Let \(m \ge n > 6 \tilde{\varepsilon }m\); in average a factor of length n of a word in \(Z_3\) occurs in at most \(\frac{m|Z_3|}{f(n)}\) elements of \(Z_3\). We consider the \(\frac{f(n)}{mn^2}\) factors of length n which occur the least often. In total, these factors occur in at most \(\frac{m|Z_3|}{f(n)}\frac{f(n)}{mn^2}=\frac{|Z_3|}{n^2}\) elements of \(Z_3\). We remove these words from \(Z_3\), for all \(m \ge n > 6 \tilde{\varepsilon }m\), obtaining a set \(Z_4\) with \(|Z_4| \ge \exp ((1-15\tilde{\varepsilon })h m)\).

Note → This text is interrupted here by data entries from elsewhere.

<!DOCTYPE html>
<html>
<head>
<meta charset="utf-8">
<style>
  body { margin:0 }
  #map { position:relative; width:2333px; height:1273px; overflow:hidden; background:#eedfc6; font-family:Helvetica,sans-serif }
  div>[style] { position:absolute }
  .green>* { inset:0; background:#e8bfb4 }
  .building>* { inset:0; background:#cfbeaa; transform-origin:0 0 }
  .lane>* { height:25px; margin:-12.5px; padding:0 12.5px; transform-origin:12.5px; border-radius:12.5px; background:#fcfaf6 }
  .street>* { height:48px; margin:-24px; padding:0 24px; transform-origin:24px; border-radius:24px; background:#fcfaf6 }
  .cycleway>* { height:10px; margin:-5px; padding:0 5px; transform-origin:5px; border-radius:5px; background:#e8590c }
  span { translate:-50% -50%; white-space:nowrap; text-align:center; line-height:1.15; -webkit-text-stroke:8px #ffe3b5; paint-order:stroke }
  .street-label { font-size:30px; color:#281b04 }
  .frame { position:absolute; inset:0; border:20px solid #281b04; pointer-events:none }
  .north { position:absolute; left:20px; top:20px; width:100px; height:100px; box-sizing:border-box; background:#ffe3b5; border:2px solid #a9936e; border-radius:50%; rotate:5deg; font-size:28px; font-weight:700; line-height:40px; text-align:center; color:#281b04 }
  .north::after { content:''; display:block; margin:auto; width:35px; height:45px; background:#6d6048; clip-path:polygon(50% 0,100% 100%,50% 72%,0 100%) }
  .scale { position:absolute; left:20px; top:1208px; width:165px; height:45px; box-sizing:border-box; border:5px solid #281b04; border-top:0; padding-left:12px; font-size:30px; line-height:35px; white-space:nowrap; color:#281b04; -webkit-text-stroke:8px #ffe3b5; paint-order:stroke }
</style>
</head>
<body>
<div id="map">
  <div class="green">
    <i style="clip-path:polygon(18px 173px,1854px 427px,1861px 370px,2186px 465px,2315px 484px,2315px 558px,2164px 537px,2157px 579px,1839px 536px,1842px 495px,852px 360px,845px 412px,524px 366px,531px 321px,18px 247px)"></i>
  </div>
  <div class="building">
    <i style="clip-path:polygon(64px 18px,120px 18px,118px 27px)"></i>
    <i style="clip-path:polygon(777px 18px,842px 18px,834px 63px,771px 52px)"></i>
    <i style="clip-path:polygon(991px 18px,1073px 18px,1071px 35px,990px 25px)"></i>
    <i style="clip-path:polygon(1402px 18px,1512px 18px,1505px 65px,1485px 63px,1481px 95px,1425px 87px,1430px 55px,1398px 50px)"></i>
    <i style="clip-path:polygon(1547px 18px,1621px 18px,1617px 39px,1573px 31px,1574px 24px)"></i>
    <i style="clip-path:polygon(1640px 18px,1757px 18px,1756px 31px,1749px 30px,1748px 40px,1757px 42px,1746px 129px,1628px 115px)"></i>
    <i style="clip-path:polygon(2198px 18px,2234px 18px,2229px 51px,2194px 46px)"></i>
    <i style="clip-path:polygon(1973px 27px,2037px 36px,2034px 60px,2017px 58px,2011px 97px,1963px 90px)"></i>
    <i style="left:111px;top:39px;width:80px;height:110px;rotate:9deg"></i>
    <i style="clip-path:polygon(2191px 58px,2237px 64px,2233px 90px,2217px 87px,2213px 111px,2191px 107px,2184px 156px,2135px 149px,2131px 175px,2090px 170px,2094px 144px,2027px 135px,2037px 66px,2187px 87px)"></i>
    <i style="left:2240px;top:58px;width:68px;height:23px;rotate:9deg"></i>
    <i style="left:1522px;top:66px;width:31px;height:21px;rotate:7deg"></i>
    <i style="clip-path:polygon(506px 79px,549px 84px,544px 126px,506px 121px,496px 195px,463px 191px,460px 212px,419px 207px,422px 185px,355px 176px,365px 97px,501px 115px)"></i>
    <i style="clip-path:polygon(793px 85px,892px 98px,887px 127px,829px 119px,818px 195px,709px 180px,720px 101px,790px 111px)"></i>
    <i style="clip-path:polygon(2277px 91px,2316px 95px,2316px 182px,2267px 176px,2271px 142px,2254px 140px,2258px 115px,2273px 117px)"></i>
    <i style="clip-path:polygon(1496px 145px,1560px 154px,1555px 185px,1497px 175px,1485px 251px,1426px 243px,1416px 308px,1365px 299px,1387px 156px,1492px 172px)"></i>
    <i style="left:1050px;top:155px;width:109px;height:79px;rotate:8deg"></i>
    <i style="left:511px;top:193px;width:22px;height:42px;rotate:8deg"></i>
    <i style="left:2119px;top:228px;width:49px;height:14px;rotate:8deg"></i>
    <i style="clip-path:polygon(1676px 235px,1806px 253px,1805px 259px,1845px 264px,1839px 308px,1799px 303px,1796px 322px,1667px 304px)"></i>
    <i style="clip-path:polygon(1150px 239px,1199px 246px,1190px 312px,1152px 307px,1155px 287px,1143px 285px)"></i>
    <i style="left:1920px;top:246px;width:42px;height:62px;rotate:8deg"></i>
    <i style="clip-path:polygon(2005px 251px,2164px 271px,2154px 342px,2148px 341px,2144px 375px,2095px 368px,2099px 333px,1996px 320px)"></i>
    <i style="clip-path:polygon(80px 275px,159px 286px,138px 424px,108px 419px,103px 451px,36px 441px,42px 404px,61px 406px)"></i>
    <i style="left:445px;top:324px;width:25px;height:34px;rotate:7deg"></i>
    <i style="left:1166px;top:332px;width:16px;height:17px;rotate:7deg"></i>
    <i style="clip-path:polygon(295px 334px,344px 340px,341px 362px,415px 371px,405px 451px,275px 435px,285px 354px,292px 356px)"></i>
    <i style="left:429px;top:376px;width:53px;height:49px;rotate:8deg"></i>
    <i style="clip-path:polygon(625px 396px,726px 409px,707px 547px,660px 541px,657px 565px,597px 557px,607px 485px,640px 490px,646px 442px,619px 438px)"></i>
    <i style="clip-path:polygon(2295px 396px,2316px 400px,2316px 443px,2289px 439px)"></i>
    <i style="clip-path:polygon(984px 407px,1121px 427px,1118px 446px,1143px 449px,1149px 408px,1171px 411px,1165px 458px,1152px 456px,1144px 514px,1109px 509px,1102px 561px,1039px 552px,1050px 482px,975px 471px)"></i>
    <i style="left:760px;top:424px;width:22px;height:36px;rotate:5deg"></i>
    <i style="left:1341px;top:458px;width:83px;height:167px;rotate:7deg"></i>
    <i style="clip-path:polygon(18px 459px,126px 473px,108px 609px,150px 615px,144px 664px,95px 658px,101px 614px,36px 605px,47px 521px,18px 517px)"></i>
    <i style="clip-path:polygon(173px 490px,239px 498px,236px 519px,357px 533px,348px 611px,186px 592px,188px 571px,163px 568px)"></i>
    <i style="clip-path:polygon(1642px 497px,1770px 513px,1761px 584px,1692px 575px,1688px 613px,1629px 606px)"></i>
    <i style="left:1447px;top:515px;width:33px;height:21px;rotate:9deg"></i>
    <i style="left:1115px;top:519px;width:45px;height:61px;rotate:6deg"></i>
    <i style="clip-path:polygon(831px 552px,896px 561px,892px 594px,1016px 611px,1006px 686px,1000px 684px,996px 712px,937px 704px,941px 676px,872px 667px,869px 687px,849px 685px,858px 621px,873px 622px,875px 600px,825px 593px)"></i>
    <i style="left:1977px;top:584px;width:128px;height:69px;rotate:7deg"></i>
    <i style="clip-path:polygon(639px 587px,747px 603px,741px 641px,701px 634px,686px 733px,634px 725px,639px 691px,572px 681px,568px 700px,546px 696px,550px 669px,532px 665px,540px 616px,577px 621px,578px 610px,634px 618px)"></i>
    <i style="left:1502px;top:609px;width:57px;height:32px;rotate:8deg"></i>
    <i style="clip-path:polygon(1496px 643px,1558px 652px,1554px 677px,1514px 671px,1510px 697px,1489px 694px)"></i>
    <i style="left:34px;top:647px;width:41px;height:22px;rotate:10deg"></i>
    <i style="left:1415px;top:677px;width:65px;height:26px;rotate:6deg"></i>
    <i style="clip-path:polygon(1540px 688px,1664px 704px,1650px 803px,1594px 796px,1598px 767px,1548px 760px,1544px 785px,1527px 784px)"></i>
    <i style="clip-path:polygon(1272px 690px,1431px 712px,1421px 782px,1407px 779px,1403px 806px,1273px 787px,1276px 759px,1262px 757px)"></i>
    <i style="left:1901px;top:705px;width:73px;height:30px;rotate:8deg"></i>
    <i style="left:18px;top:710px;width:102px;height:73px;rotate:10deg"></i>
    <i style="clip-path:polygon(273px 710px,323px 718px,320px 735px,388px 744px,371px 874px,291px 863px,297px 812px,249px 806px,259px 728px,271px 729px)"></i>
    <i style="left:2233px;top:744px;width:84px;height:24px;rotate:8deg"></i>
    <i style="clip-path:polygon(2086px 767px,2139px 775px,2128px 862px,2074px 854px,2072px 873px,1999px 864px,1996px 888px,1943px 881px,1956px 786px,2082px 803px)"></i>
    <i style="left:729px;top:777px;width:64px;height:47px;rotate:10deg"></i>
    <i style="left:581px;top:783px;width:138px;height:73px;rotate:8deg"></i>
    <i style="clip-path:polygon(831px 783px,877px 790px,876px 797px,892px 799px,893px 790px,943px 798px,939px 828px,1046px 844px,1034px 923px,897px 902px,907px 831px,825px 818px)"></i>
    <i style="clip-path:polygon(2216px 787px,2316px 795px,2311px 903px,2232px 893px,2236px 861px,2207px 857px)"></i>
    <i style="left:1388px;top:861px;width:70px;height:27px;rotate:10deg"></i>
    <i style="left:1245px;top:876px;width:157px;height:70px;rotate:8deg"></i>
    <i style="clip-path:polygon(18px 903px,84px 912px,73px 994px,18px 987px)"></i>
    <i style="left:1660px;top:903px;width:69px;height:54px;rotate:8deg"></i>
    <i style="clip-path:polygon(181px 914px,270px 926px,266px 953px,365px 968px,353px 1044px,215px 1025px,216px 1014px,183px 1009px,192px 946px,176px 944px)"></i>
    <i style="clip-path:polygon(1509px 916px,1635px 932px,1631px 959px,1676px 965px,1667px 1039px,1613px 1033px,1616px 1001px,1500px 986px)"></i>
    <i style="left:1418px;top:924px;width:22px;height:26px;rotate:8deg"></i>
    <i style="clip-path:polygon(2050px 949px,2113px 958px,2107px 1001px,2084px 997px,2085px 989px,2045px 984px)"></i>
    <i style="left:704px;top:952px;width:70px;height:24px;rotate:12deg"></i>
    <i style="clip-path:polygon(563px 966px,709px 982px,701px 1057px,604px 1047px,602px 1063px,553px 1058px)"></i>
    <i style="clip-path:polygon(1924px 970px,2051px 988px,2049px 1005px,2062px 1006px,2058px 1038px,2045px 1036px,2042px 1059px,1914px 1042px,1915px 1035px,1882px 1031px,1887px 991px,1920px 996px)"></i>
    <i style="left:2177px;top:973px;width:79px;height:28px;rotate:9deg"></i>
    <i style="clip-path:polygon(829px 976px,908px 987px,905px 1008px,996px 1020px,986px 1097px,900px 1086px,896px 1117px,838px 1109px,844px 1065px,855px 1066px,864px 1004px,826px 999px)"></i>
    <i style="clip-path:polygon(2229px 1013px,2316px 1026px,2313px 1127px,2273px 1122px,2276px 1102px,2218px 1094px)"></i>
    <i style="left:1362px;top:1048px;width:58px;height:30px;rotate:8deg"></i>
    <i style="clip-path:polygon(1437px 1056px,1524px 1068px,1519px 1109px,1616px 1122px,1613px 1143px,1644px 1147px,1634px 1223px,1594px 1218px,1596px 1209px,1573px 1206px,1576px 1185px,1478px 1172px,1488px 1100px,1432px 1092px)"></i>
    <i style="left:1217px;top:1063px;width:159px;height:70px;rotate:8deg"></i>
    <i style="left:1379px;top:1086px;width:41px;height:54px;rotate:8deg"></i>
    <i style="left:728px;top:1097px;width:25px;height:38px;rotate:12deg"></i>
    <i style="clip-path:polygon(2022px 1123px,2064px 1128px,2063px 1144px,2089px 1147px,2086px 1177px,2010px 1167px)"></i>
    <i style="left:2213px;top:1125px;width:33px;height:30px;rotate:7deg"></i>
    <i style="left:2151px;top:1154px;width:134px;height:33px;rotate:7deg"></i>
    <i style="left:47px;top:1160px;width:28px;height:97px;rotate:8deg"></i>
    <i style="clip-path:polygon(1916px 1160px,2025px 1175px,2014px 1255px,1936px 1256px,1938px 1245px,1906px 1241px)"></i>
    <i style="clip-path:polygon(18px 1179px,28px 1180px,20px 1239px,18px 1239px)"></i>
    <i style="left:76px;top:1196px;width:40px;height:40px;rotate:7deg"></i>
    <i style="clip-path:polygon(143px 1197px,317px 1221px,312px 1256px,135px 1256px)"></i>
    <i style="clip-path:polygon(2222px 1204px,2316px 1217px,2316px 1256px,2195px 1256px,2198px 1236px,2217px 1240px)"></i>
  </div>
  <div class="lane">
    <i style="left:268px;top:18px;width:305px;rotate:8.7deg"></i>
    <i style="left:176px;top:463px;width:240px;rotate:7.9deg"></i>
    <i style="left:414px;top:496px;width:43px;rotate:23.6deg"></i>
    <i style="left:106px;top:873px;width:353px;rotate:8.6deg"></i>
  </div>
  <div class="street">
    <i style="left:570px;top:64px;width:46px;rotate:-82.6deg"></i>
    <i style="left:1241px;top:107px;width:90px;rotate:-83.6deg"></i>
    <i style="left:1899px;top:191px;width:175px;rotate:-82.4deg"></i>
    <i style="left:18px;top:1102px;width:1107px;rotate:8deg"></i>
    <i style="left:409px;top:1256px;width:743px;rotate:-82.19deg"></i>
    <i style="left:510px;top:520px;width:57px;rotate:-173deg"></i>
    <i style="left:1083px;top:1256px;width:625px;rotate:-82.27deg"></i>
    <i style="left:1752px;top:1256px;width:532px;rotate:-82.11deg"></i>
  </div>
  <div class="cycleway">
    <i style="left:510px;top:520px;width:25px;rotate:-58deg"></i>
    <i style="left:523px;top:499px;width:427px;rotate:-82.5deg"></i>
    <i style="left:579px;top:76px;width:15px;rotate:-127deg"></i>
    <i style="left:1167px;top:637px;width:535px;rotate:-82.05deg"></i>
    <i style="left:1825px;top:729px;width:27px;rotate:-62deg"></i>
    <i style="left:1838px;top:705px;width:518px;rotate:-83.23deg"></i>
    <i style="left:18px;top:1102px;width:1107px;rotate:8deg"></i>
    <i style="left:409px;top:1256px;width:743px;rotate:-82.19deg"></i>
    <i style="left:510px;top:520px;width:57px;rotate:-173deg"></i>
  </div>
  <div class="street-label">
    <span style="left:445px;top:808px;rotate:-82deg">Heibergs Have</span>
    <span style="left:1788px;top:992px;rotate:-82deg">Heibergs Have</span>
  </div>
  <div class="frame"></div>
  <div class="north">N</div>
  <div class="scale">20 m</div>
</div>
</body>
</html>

We can now control medium length factors, using again the missing factors we have just created, and \({\gamma }_1\) and \({\gamma }_2\), but not \({\gamma }_0\).

Claim

\(p_{w (Z_4)}(n)\le f(n)\) for all \(1\le n\le m\).

Finally we put \(Z_5=Z_4\) if \(|Z_4|\le \exp ((1-4\tilde{\varepsilon })hm)\), otherwise we take for \(Z_5\) any subset of \(Z_4\) with \(\lceil \exp ((1-4\tilde{\varepsilon })hm)\rceil \) elements. In both cases we have

$$\begin{aligned} |Z_5| \ge \exp ((1- {\varepsilon })h m). \end{aligned}$$

For the long factors, we use mainly the fact that there are many missing factors of length m, but we need also some help from \({\gamma }_1\) and \({\gamma }_2\).

Claim

\(p_{w(Z_5)}(n)\le f(n)\) for all n.

In view of the considerations at the beginning of the proof of Proposition 9, Claim 3 completes the proof of that proposition, and thus of Theorem 6.

4 Application

We define

$$\begin{aligned} C(f)=\{x = \sum \limits _{n \ge 0} \frac{w_n}{q^{n+ 1}} \in [0,1], w(x) = {w_0}{w_1}\cdots {w_n}\cdots \in W(f)\}. \end{aligned}$$

We are interested in the Hausdorff dimensions of this set, see [1] for definitions; indeed, the main motivation for studying the word entropy is Theorem 4.8 of [5]:

Theorem 11

  The Hausdorff dimension of C(f) is equal to \(E_W(f)/\log q\).